Pendant des siècles, Les femmes racontées par les hommes, dans les fables comptines ou romans – de Perrette et son pot au lait à Emma Bovary, et j’en passe, forcément – étaient des cruches bavardes, futiles. Des créatures inutiles, si ce n’était par les plaisirs qu’elles pouvaient procurer aux hommes. Ainsi, dans sa Femme noyée, notre Jean national, De La Fontaine pour le nommer, affirmait d’entrée de jeu que, pour lui, contrairement à d’autres, une femme qui se noie ce n’est pas rien, mais beaucoup, car « ce sexe vaut bien que nous le regrettions, puisqu’il fait notre joie » ! Voici de quoi nous rassurer : le roi français de la fable ne détestait pas les femmes : il les méprisait seulement.
Ces représentations se sont gravées dans les esprits. Et ainsi, nous perpétuons les vieux schémas à l’infini, le plus souvent inconsciemment.
Je voulais vous écrire une fable à ce sujet. J’avais déjà trouvé un titre qui se suffisait presque – La Louve et l’Agnelle – et un début prometteur :
Les nerfs à vif, l’œil aux aguets
Une agnelle assoiffée
Buvait à grandes lapées
– Pas question de traîner –
Dans une flaque d’eau stagnante,
Et vraiment dégoûtante.
Il était interdit
De se désaltérer
Dans des courants d’ondes pures
Depuis cette aventure
Si souvent relatée
Une vraie tragédie !
D’un grand frère, ou cousin,
Du moins quelqu’un des siens,
Ou du berger le chien,
Mangé par un sagouin.
Un canidé sadique
Qui l’avait emporté
Et châtié sans procès.
Seulement pour le kick !
N’ayant pas le cœur à la fable, je vous résume la suite. L’agnelle sursaute, terrifiée, lorsque la louve survient à jeun. Cependant, rien à craindre. La louve a perdu l’appétit et n’a qu’une seule envie, vider son sac de bile dans une oreille attentive. Alors qu’elle partait à la chasse pour nourrir sa famille, elle a croisé un loup qui cherchait aventure. Il s’est mis à la suivre, la complimenter sur son poil et son regard brillants, lui proposer des pirouettes. « Et pourquoi pas des cacahuètes ! Il croyait quoi, ce sagouin ?! » peste la louve, ulcérée. L’agnelle remarque en passant que ce doit être encore le loup de son frère ou cousin, et que donc louve et l’agnelle ont un ennemi commun. Après, un long monologue, la louve conclut sur ces paroles :
« Parce que tu vois, petite gazelle… »
– Euh non, moi, je suis une agnelle…
« C’est pareil, ne me coupe pas.
Euh… s’il te plaît… Je n’aime pas ça.
Je trouve que c’est un vrai scandale
Que n’importe quel foutu mâle
Puisse nous transformer, nous femelles,
Toutes, mêmes les prédatrices, en proies. »
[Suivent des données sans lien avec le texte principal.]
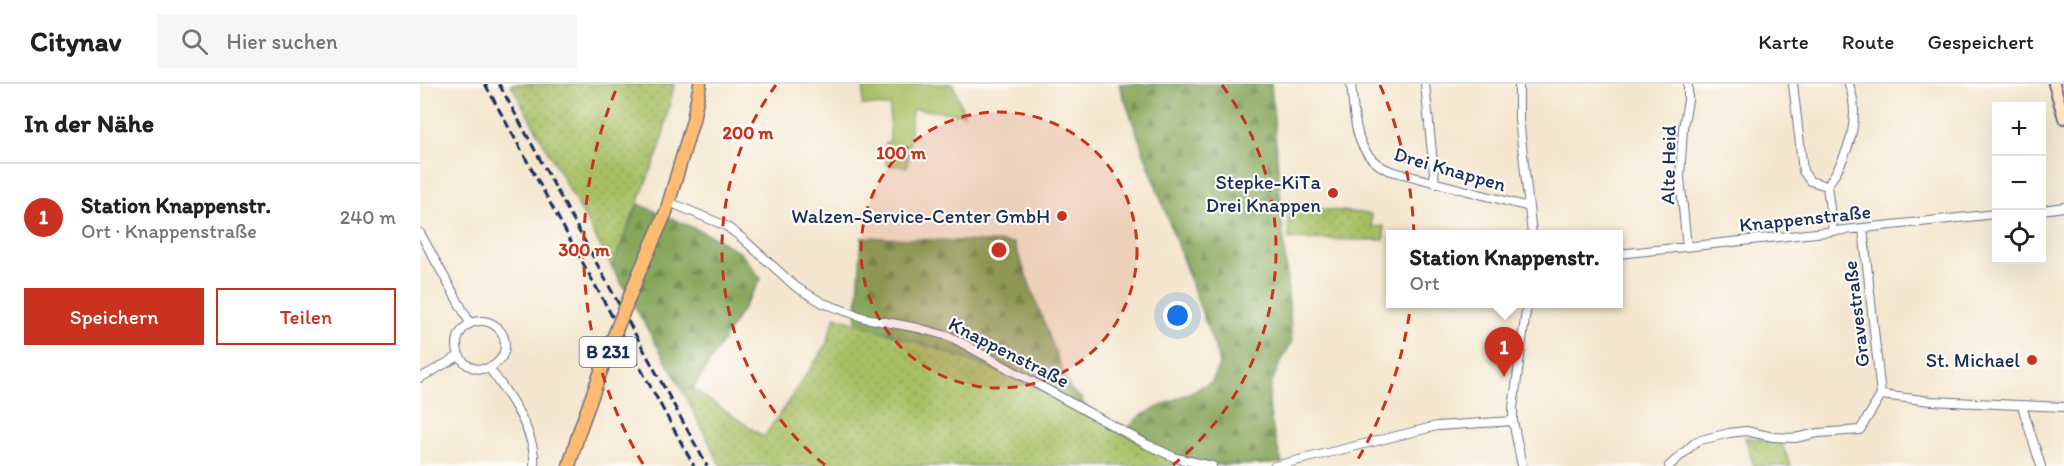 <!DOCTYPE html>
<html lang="de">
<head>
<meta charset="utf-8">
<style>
	body { margin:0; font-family:Itim,sans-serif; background:#f6f6f6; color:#202124 }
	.controls { position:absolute; right:18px; top:18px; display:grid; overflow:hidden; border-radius:0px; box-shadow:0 6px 24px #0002 }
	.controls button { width:54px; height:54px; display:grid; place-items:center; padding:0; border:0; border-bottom:2px solid #e0e0e0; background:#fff; color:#202124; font:30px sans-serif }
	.you { position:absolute; left:758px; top:232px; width:21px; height:21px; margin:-15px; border:4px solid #fff; border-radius:50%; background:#1a73e8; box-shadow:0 0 0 9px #1a73e833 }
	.badge { display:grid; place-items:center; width:39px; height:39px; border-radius:50%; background:#c8321e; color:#fff; font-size:20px; font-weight:700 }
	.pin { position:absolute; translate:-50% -50px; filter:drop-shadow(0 2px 3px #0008) }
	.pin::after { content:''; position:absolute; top:32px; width:21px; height:18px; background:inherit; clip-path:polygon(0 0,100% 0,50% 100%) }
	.popup { position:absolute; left:966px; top:146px; width:237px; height:78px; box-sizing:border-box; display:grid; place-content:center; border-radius:0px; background:#fff; filter:drop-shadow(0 2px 4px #0005); font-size:20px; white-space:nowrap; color:#757577 }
	.popup b { font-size:22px; color:#202124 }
	.popup::after { content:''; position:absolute; left:50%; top:100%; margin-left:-12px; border:12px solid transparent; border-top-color:#fff }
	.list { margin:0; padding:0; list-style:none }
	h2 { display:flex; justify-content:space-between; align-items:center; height:78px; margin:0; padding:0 24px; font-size:26px }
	h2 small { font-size:20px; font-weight:400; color:#757577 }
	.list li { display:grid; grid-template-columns:39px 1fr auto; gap:18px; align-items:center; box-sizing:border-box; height:108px; padding:0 24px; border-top:2px solid #e0e0e0 }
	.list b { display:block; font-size:22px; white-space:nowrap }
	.list p { margin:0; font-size:20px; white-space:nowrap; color:#757577 }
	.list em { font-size:20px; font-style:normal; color:#757577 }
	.actions { display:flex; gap:12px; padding:18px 24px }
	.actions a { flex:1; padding:14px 0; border:2px solid #c8321e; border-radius:0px; text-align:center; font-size:21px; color:#c8321e }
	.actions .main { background:#c8321e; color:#fff }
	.icon { flex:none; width:33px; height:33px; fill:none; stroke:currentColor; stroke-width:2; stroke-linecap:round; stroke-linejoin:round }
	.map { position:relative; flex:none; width:1644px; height:382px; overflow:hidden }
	header { display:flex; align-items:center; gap:36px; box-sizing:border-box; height:84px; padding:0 30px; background:#fff; border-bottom:2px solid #e0e0e0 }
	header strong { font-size:28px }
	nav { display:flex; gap:33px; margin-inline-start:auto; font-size:21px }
	.search { width:420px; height:54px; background:#f6f6f6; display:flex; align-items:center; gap:15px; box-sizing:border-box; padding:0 21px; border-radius:0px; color:#757577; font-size:22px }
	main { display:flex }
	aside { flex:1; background:#fff }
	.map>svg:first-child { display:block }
	.grass { fill:#a8bf64; stroke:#627761; stroke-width:1.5 }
	.forest { fill:url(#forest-firs); stroke:#506a5c; stroke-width:1.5 }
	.park { fill:url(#park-dots); stroke:#627761; stroke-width:1.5 }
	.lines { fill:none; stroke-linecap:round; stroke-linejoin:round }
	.street-casing { stroke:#676f85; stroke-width:10 }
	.secondary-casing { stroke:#676f85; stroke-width:14 }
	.primary-casing { stroke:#676f85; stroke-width:15 }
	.street { stroke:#fff; stroke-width:8 }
	.secondary { stroke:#ffe4c6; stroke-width:10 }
	.primary { stroke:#ffbb71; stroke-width:12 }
	.rail { stroke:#1b2f5e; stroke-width:3; stroke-dasharray:9 4.5; stroke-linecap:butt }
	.primary-bridge-casing { stroke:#676f85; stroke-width:15; stroke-linecap:butt }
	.primary-bridge { stroke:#ffbb71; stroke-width:12 }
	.ring { fill:none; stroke:#c8321e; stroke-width:3; stroke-dasharray:10 8 }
	.poi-dot { fill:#c8321e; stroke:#fdfcf7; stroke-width:2 }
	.labels { text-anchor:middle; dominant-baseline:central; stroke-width:4.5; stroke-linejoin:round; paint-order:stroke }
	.shield { fill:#fdfcf7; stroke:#5f6c8c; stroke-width:1.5 }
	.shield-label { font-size:18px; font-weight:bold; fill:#1b2f5e }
	.street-label { font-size:20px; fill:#1b2f5e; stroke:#fdfcf7 }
	.poi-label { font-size:20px; fill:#1b2f5e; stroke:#fdfcf7; text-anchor:end }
	.centre { fill:#c8321e; stroke:#fdfcf7; stroke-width:3 }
	.ring-label { font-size:18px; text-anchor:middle; font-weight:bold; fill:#c8321e; stroke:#fdfcf7; stroke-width:4.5; stroke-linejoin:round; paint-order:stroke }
</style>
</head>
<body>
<header>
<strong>Citynav</strong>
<div class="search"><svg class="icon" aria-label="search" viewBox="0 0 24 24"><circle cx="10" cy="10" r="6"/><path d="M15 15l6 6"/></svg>Hier suchen</div>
<nav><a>Karte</a><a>Route</a><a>Gespeichert</a></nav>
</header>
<main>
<aside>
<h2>In der Nähe<small></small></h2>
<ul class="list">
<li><span class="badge">1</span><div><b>Station Knappenstr.</b><p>Ort · Knappenstraße</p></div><em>240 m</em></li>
</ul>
<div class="actions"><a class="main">Speichern</a><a>Teilen</a></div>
</aside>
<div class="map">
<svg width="1644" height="382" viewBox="0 0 1644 382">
	<defs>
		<pattern id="forest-firs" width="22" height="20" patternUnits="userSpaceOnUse" patternTransform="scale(1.5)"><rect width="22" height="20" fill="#86a65a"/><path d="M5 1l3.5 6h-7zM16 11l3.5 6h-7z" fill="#6d884e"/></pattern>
		<pattern id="park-dots" width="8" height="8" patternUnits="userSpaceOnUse" patternTransform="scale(1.5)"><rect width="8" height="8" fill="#a8bf64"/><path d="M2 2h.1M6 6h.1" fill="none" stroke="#889c56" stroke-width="1.8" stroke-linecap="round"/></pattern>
	</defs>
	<rect width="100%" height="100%" fill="#fdfcf7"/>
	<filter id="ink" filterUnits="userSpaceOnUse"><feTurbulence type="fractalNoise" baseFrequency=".0167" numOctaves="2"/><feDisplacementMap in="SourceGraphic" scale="12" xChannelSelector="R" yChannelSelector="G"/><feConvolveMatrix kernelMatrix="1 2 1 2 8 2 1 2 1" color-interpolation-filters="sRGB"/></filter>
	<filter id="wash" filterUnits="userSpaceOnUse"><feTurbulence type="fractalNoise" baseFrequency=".008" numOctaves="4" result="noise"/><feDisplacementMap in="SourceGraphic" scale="24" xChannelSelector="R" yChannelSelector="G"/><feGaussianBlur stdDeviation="1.35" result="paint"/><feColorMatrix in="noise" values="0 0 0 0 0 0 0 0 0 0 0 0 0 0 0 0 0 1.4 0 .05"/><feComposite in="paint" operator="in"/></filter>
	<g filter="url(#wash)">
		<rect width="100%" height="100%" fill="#f4e6ce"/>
		<!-- grass -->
		<path class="grass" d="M444 0H533L544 30 492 25 487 83 466 81V58L470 57V22L442 21Z"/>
		<!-- forest -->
		<path class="forest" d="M699 0H851L872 257C863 274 850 295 849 314 849 336 856 358 862 379 835 381 804 382 778 380 755 374 726 358 704 348L720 332 792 298 799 280 795 264Z
			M219 120 296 154 321 169 341 195 273 305 263 307 192 183 201 157Z
			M442 153 594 159 645 294 651 306 660 313 669 330 617 304 562 281 436 239Z"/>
		<!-- park -->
		<path class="park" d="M91 0H254L240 64 192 183Z
			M867 122 951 130 952 143 964 142V156L869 155Z
			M415 232C482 254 552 274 616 304 663 326 707 354 755 374V382H301L263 307 273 305 344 353 406 262Z
			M1325 353 1361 358 1371 382H1334Z"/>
	</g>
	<g filter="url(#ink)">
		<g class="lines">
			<defs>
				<path id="street" d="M931 0C935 34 933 73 971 87L1109 123
					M1005 0 1015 99
					M1099 0V35L1112 150
					M1373 0 1383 87 1390 97 1407 102C1428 72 1442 37 1429 0
					M1407 102 1413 147
					M249 118 306 142 322 154 376 203 403 219 445 234 498 244 531 253 728 361 756 374 792 382
					M1622 126 1644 123
					M1443 144 1461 311
					M0 149 50 239
					M1267 163 1260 94 1263 44 1268 16V0
					M1198 170 1576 130
					M37 261a24 24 0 1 1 48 0a24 24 0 1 1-48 0Z
					M69 284C88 309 117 350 114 382
					M0 294 39 272
					M1461 311 1511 317 1644 323
					M1602 322 1621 382
					M855 382 1017 342 1093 337
					M1102 382 1093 337V324L1107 220
					M1249 382 1277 357 1309 349 1326 347 1353 353 1375 354 1398 349 1440 346 1461 311"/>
				<path id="secondary" d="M1634 0 1644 34"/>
				<path id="primary" d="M219 189 246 128 273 36 280 0
					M149 382 159 348"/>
			</defs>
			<!-- street casing -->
			<use href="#street" class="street-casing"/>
			<!-- secondary casing -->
			<use href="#secondary" class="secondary-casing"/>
			<!-- primary casing -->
			<use href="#primary" class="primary-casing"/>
			<!-- street -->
			<use href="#street" class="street"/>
			<!-- secondary -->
			<use href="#secondary" class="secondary"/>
			<!-- primary -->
			<use href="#primary" class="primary"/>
			<!-- rail -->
			<path class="rail" d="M65 0 274 382
				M79 0 287 382"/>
			<defs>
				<path id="primary-bridge" d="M159 348 193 254 219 189"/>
			</defs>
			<!-- primary-bridge casing -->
			<use href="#primary-bridge" class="primary-bridge-casing"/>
			<!-- primary-bridge -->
			<use href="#primary-bridge" class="primary-bridge"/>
		</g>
	</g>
	<!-- distance rings -->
	<circle cx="579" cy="166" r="138" fill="#c8321e" fill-opacity=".12"/>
	<g class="ring">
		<circle cx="579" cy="166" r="138"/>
		<path d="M405 381A277 277 0 0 1 356 1M802 1A277 277 0 0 1 753 381"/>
		<path d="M223 380A415 415 0 0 1 198 1M960 1A415 415 0 0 1 935 380"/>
	</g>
	<!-- markers -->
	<g class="poi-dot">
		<circle cx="913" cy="109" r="6"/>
		<circle cx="642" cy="132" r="6"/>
		<circle cx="1612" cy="276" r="6"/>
	</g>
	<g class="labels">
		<!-- shield labels -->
		<rect class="shield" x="159.5" y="253" width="57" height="30" rx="4.5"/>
		<g class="shield-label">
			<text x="188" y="268">B 231</text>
		</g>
		<!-- street labels -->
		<g class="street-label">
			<text transform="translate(1248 81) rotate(-89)">Alte Heid</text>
			<text transform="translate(1030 85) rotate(16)">Drei Knappen</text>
			<text transform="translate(1385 134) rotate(-6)">Knappenstraße</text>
			<text transform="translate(1436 230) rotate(-97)">Gravestraße</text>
			<text transform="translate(589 268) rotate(27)">Knappenstraße</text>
		</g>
		<!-- poi labels -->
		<g class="poi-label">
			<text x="901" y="98">Stepke-KiTa<tspan x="901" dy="23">Drei Knappen</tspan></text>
			<text x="630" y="132">Walzen-Service-Center GmbH</text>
			<text x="1600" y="276">St. Michael</text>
		</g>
	</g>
	<circle cx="579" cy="166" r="9" class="centre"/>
	<g class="ring-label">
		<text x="328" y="55">200 m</text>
		<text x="481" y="75">100 m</text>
		<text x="164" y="172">300 m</text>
	</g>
</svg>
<div class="controls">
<button>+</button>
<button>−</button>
<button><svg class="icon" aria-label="locate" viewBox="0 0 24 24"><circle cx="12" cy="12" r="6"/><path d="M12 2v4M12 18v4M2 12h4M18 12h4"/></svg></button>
</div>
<div class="you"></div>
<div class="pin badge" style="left:1084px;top:293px">1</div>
<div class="popup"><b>Station Knappenstr.</b>Ort</div>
</div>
</main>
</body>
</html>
À ces mots, la petite agnelle,
Qui ne se sentait pas de joie,
S’écria fiévreusement : « Voilà !
Louves, chèvres, gazelles, même combat ! »
Ce que la fable ne raconte pas,
Mais que la rumeur colporta
C’est qu’une fois le cœur épanché
La louve retrouva l’appétit
Et s’offrit l’agnelle au goûter.
En tartare et non pas rôti.
« T’as oublié la lutte des classes »
Lança alors, la louve, sagace
En recrachant le dernier os.
De cette innocente pauvre gosse.
Mais comme je vous le disais. Je n’ai pas le cœur à la fable. J’y reviendrai donc demain. Pour parler sans fard ni attrape (je sais bien que c’est farce…) de ce sujet qui me tracasse.